Berikut kerangka dasarnya:
Prinsip Utama
Keterlibatan masyarakat lokal. Warga menjadi aktor utama, bukan sekadar objek. Mereka dilibatkan dalam perencanaan, pengelolaan, hingga evaluasi.
Aksesibilitas untuk semua. Fasilitas wisata ramah disabilitas, ramah anak, dan ramah lansia.
Pelestarian Kearifan Lokal. Nilai, tradisi, seni, arsitektur, dan praktik adat dijadikan fondasi, bukan sekadar hiasan.
Keadilan Ekonomi. Hasil pariwisata dibagi secara adil, meningkatkan kesejahteraan masyarakat sekitar.
Keberlanjutan. Menjaga keseimbangan antara ekonomi, sosial, budaya, dan lingkungan.
Peran Kearifan Lokal
Arsitektur & Infrastruktur. Menggunakan desain tradisional (misalnya rumah adat, joglo, lumbung) yang disesuaikan dengan kebutuhan modern dan aksesibilitas.

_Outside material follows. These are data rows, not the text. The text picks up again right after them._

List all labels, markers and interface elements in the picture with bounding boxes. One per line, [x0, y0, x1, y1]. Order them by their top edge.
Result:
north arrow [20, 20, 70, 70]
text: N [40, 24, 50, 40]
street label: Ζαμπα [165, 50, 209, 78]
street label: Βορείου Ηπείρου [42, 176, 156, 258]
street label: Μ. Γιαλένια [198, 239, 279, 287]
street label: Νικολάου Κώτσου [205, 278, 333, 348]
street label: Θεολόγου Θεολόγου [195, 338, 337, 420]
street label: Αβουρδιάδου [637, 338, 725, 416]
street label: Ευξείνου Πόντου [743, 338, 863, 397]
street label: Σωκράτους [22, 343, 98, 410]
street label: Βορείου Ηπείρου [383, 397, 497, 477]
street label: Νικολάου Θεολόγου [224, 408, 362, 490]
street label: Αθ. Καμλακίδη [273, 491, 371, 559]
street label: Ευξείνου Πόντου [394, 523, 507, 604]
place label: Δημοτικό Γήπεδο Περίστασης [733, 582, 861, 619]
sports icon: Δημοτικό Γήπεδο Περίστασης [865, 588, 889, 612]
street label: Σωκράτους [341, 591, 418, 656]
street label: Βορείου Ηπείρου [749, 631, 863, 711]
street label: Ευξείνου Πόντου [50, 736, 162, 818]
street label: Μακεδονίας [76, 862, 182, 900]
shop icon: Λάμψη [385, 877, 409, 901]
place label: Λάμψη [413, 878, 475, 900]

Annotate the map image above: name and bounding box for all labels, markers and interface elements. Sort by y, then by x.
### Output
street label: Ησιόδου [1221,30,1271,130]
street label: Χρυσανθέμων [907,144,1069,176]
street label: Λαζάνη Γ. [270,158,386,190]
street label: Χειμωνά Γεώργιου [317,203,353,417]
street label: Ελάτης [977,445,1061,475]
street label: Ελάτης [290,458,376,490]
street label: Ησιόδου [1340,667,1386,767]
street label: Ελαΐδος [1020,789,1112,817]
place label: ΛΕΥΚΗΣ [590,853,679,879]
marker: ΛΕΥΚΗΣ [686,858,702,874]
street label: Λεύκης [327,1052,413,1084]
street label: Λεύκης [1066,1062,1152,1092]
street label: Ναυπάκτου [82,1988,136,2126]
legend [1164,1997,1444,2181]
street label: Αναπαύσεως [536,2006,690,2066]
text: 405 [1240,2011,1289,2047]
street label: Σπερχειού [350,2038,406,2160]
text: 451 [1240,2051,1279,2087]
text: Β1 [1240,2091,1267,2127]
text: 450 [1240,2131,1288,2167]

Ritual & Tradisi. Upacara adat, kesenian, dan kuliner lokal menjadi daya tarik utama.
Ekologi Lokal. Sistem pertanian, pengelolaan air, atau konservasi berbasis adat dijadikan praktik wisata edukatif.
Nilai Sosial. Gotong royong, musyawarah, dan solidaritas menjadi landasan tata kelola wisata.
Contoh Praktik
Desa Wisata Nglanggeran (Gunungkidul): mengembangkan wisata berbasis budaya dan alam dengan melibatkan masyarakat lokal, meski masih ada tantangan dalam menjaga keaslian bangunan tradisional.
Desa Bengkala (Bali): dikenal sebagai “Desa Kolok” (desa tuli), berhasil mengembangkan wisata berbasis kearifan lokal dengan melibatkan penyandang disabilitas sebagai pemandu dan pelaku wisata.
Jadi, pariwisata inklusif berbasis kearifan lokal bukan hanya soal “wisata ramah semua orang”, tetapi juga wisata yang tumbuh dari akar budaya masyarakat, adil secara ekonomi, dan lestari secara lingkungan.